For different attack models different strategies are used for creating attacker profiles and how to provide rating for items to create attacker profiles are shown in Table 3.

Table 3 Attack profile summary [2]

3 Related Work

In this section we have a tendency to represent some related works in field of shilling attacks in recommendation systems. Since shilling profiles look like authentic profiles, it is very tough to spot them. To discover shilling profile various statistical, classification, clustering techniques are used. Bryan et al. [7] Suggest new algorithm known as “Unsupervised Retrieval of Attack Profiles” (UnRAP). They recommend new measure known as Hv-score measure to find shilling profile from genuine profile. They said that Hv-score value of attacker profile is higher than genuine profile. Based on this assumption they identify attacker profile. Lu [8] Extends work of [7] to find group of attacker instead of individual attackers. With help of various detection matrices and analysing raring pattern of attacker [9] Propose unsupervised learning method for detection of fake profile using target item analysis. Algorithm find potential attack profiles using digsim and rdma (Rating Deviation from Mean Agreement) and then refine set of potential profile using target item analysis. Supervised learning is another approach to detect shilling attack in memory based CF. Zhang and Zhou [10] suggest Ensemble learning concept for shilling attack detection using back propagation neural network classifier, finally output is combined using voting strategy. Semi-supervised learning also helpful to detect shilling profiles. Bilge et al. [11] Use bisecting k-means algorithm to generate binary decision tree. Intra cluster correlation (ICC) is used to find correlation within cluster between the profiles. This method assumes that attacker profiles in cluster have high ICC between them. And cluster with high value for ICC is considered as attacker cluster. But Performance of this scheme is slightly worse with increasing filler size in segment attack. Zhang et al. [12] Detect shilling attacks using clustering social trust information between the users. They propose two algorithms, CluTr and WCluTr, to mix clustering with “trust” among users. According to them user with no incoming trust is considered as attacker profiles. Cao et al. [13] Use Semi-supervised learning method semi-SAD. Combination of EM-λ and naïve-bayes is used for detection of shilling attacks.

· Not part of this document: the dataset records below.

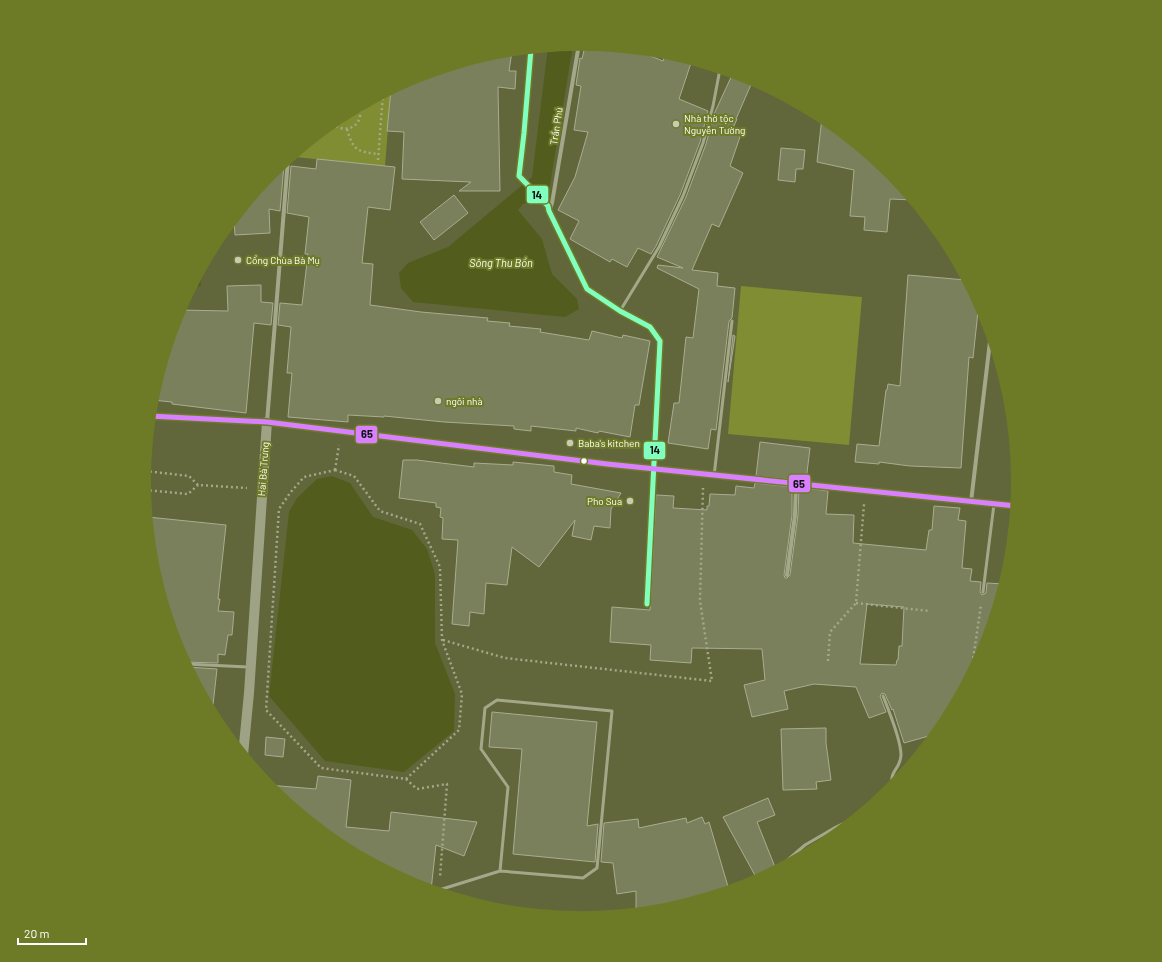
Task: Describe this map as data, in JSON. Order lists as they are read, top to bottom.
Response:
{
  "streets": {
    "street": ["Trần Phú", "Hai Bà Trưng"]
  },
  "water": ["Sông Thu Bồn"],
  "places": [
    "Nhà thờ tộc Nguyễn Tường",
    "Cổng Chùa Bà Mụ",
    "ngôi nhà",
    "Baba's kitchen",
    "Pho Sua"
  ],
  "lines": ["transit line 14", "transit line 65"],
  "scale_bar": "20 m"
}
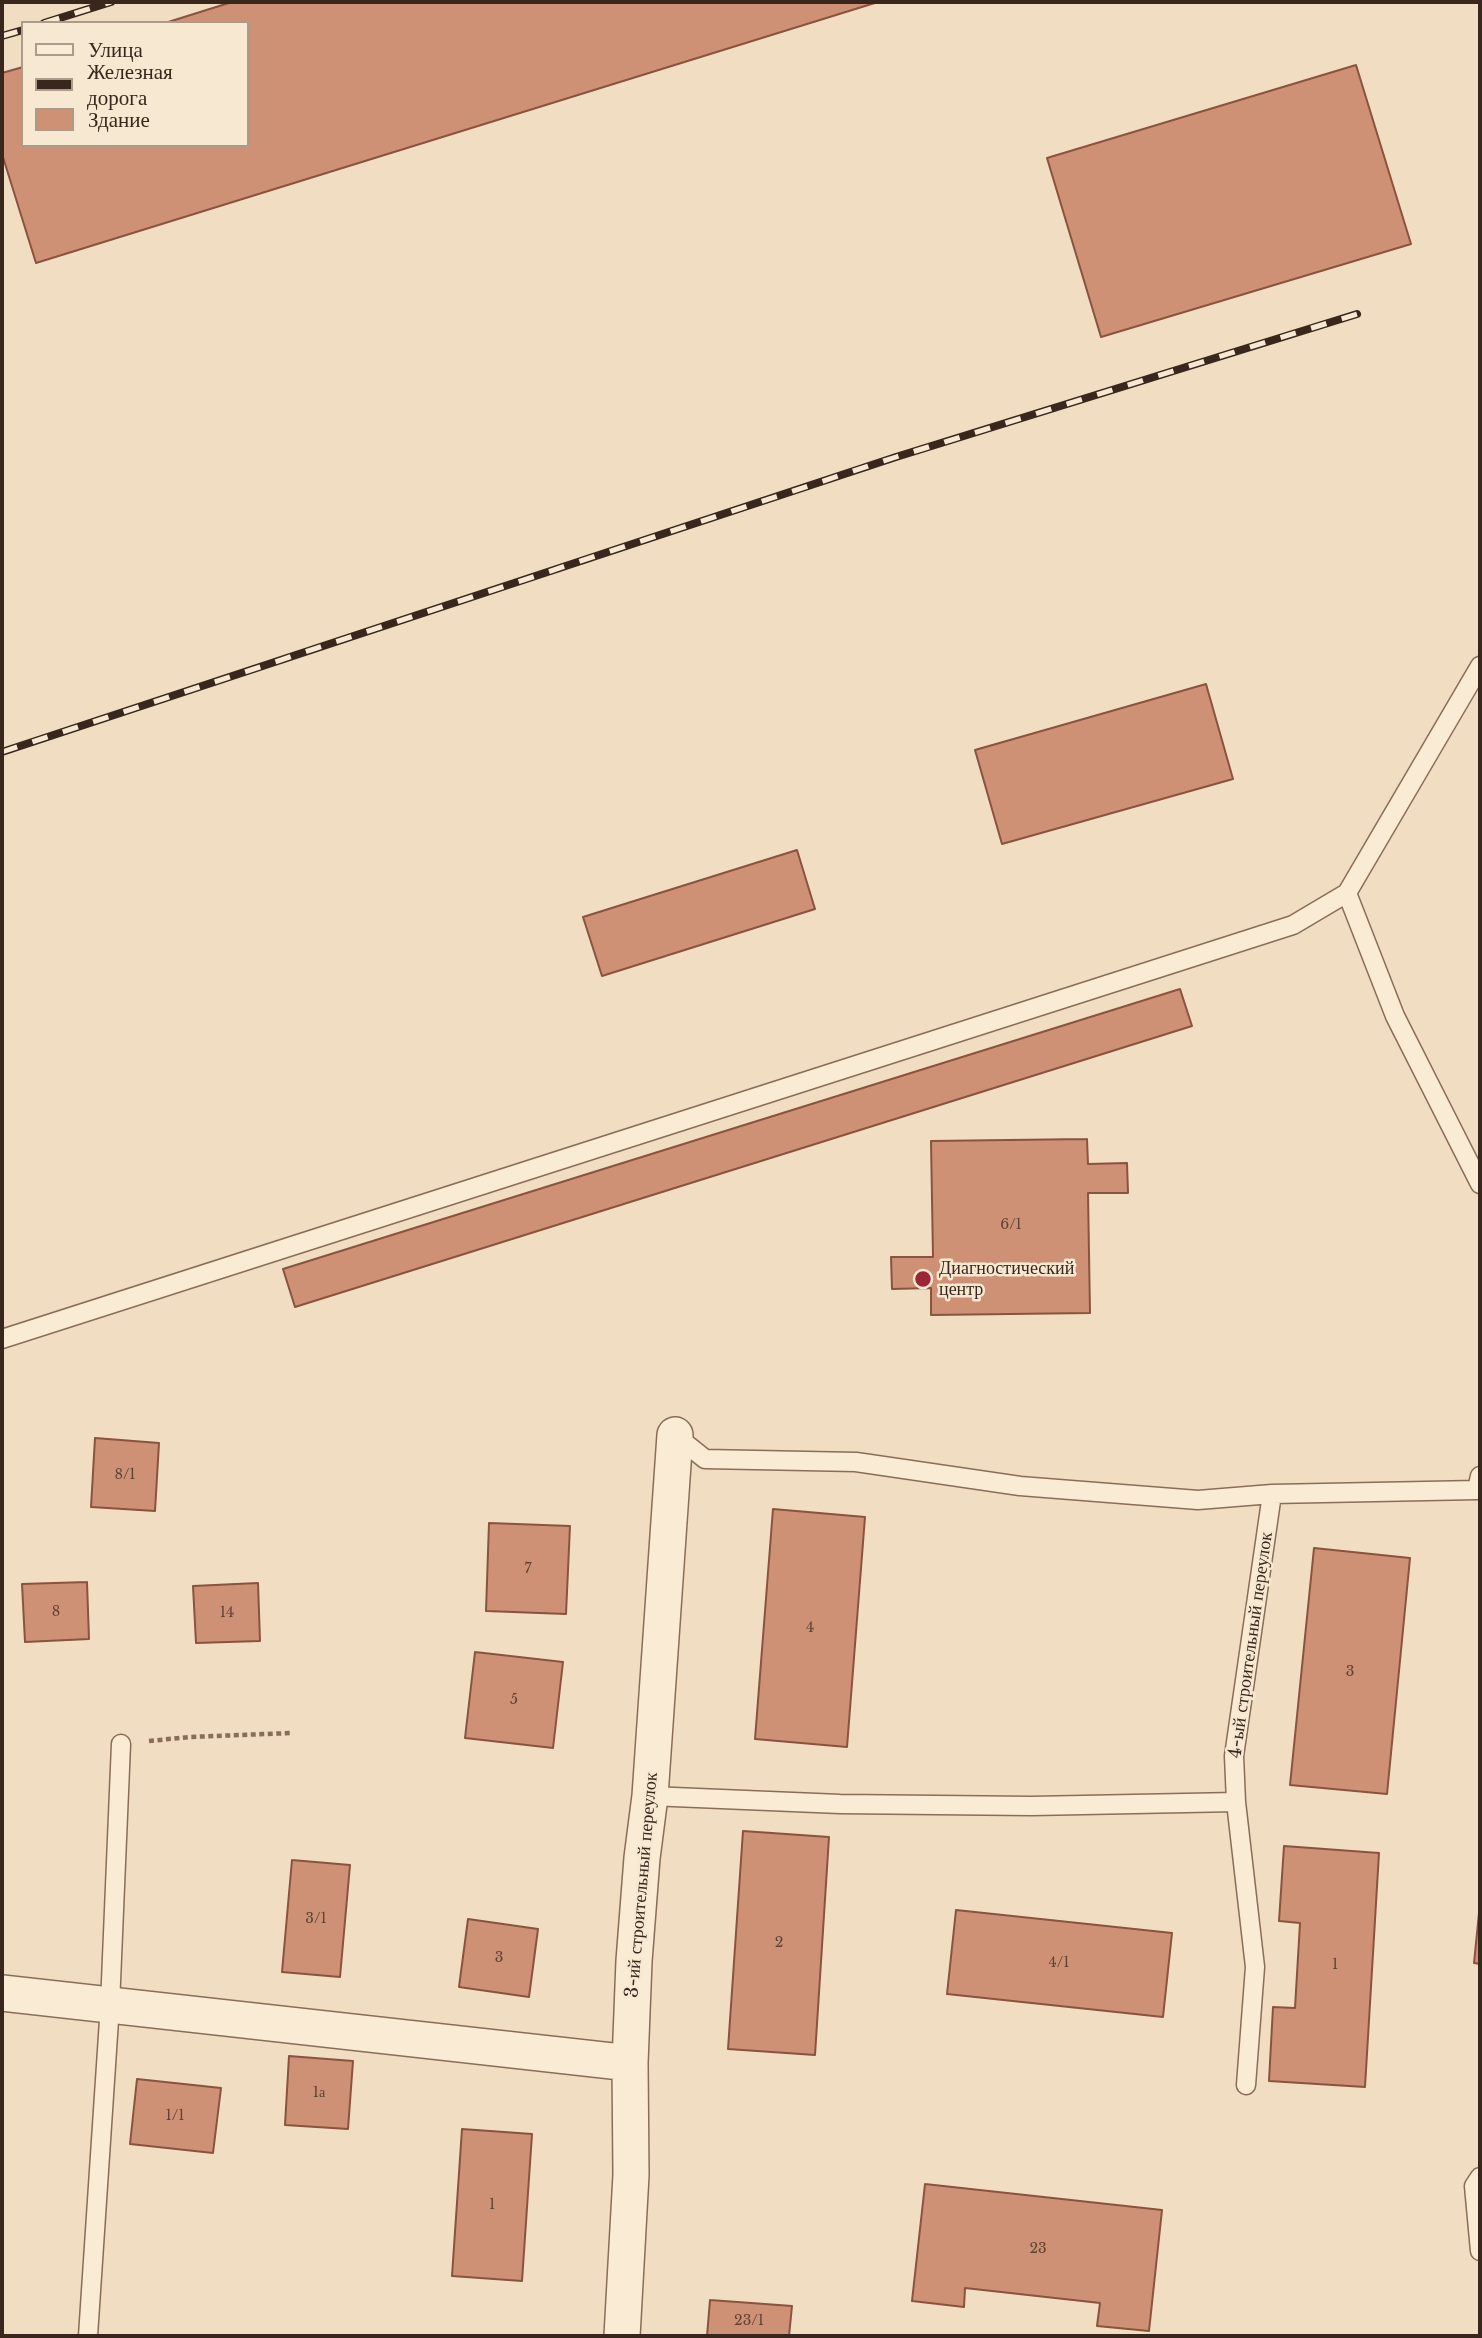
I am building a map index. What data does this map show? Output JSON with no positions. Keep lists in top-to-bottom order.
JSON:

4 Detection of Shilling Attack

CF based recommendation systems are vulnerable to shilling attacks. We begin this section with a review of some of the statistical measures that have been designed to detect shilling attack in recommendation system. Some of the Standard shilling attack detection metrics are explains below:

Rating Deviation from Mean Agreement (RDMA). This measures a user’s rating disagreement with other genuine users in the system, weighted by the inverse number of item that user rated. It is defined as,

$$RDMA_{u} = \frac{{\mathop \sum \nolimits_{i = 0}^{{N_{u} }} \frac{{\left| {r_{u,i} - Avg_{i} } \right|}}{{NR_{i} }}}}{{N_{u} }}$$
(1)

Weighted Deviation from Mean Agreement (WDMA). This measure is strongly based on RDMA; however it places higher weight on rating deviations for sparse items [6]. It is defined as,

$$WDMA_{u} = \frac{{\mathop \sum \nolimits_{i = 0}^{{N_{u} }} \frac{{\left| {r_{u,i} - Avg_{i} } \right|}}{{NR_{i}^{2} }}}}{{N_{u} }}$$
(2)

Where, Nu is the range of items user u rated, ru,i is the rating given by user u to item i, NRi is the overall range of ratings in the system given to item i. Avgi is average rating of item i.

Degree of similarity (DegSim). Which based on hypothesis that is attacker profiles is highly similar with each other because of theirs characteristics and they are generated with same process [7]. But this profile has low similarity value with genuine profiles. It can be defined as,

$$DigSim_{u} = \frac{{\sum\nolimits_{v\epsilon \,neighbors(u)} {W_{u,v} } }}{k}$$
(3)

Where, Wu,v similarity between u and k-nearest neighbours v. and k is number of nearest neighbours of user u.

Equation for similarity between u and v using Pearson correlation coefficient is given as below [9],

$$W_{u,v} = \frac{{\sum\nolimits_{i\epsilon I} {\left( {r_{u,i} - \overline{{r_{u} }} } \right)\left( {r_{v,i} - \overline{{r_{v} }} } \right)} }}{{\sqrt {\sum\nolimits_{i\epsilon I} {\left( {r_{u,i} - \overline{{r_{u} }} } \right)^{2} \left( {r_{v,i} - \overline{{r_{v} }} } \right)^{2} } } }}$$
(4)

Where, I is the set of items that users u and v both rated, rui is the rating user u gave to item i, and \(\overline{{r_{u} }}\) is the average rating of user u.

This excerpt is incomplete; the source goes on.